# I think SVS is getting out of the speaker business :(



## Sycraft (May 21, 2009)

Got an e-mail for a clearance sale from them. Ok sure, companies do that all the time but these are some serious knock down prices. The MBS-02s, which are the only M-series on their site any more, are $400 instead of $900. Their S-series speakers, also knocked down by 50%ish. Those are, as we say "Goin' out of business," prices.

Their subs are normal priced so I have to guess, or maybe hope, they they aren't actually going out of business, but just out of the speaker business and in to subs only.

It saddens me since I just love my M-series. Amazing speakers that get basically everything right.

So it looks like if you want an SVS system, now is the time to buy it because my bet is they are not on sale for much longer.


----------



## JBrax (Oct 13, 2011)

Or maybe the old line is being replaced by a new one. I received the same email and those are some fantastic prices. I own one of their subs and if the speakers sound as good then they won't last long.


----------



## Sycraft (May 21, 2009)

Their speakers sound amazing. I have MTS-01 fronts and an MCS-01 center. I went and ordered their MBS-02 speakers to finish off for rears since it is a great price and I suspect I won't be able to for much longer.

The reason I think they are getting out of it is three fold:

1) These are real knock down prices, I'm not sure they are covering their material and labour costs on the speakers with this. You don't sell for a loss as a business unless there's a real reason.

2) They've never done something like this before with new products.

3) The speakers have been slowly vanishing. The MTS, and MCS are gone, the STS are gone, they've been removing models.


----------



## JBrax (Oct 13, 2011)

Maybe Ed Mullen will chime in with some insight.


----------



## Ed Mullen (Jul 28, 2006)

We are launching a new high-end loudspeaker family this fall.
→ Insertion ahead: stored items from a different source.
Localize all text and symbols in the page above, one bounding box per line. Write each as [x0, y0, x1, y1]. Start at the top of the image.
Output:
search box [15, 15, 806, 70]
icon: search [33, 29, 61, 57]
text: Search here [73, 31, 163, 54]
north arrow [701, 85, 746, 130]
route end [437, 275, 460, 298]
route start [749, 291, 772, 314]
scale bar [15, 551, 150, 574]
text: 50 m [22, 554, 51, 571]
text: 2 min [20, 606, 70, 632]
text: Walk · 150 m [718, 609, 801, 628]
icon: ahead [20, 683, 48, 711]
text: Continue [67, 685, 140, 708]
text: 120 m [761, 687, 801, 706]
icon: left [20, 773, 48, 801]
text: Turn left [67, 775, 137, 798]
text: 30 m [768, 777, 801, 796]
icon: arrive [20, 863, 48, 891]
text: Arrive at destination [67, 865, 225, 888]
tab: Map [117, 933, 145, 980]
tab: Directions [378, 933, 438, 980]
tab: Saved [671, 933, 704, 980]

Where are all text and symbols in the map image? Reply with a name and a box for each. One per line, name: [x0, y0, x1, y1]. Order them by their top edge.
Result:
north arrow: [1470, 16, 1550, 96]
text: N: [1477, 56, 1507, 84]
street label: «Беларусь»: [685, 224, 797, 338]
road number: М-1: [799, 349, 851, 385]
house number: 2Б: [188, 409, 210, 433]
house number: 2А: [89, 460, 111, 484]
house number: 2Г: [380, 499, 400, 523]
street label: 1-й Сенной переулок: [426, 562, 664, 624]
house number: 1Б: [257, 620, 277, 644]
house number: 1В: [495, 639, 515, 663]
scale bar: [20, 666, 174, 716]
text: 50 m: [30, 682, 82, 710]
Floor standers, center, bookshelf, and bi/di surround.

Both the S-series and M-series are outstanding speakers and a great value at their normal prices. At these close-out prices - they are the steal of the decade. Get them while the getting is good - because they are moving really fast (in fact we've put a temp hold on the MBS-02 just to build more crossovers because we can't keep up).


----------



## Ed Mullen (Jul 28, 2006)

Sycraft said:


> Their speakers sound amazing. I have MTS-01 fronts and an MCS-01 center. I went and ordered their MBS-02 speakers to finish off for rears since it is a great price and I suspect I won't be able to for much longer.


I'm running a full-up M-series 7.0 system in my reference theater, and I'm buying two more pair of MBS-02 for eventual upgrade to 11.0 Audyssey DSX Wide and Height presence channels.


----------



## Sycraft (May 21, 2009)

Well good to hear you aren't getting out of the speaker business. I'd love to get 4 MBS-02s for 7.1 but I just can't swing more than one set right now, I just bought a $2200 laptop so I'm stretching my toy budget as it is . Also I may need a new amp, not sure how well my receiver will handle three low impedance speakers (center and surrounds, the fronts have an amp).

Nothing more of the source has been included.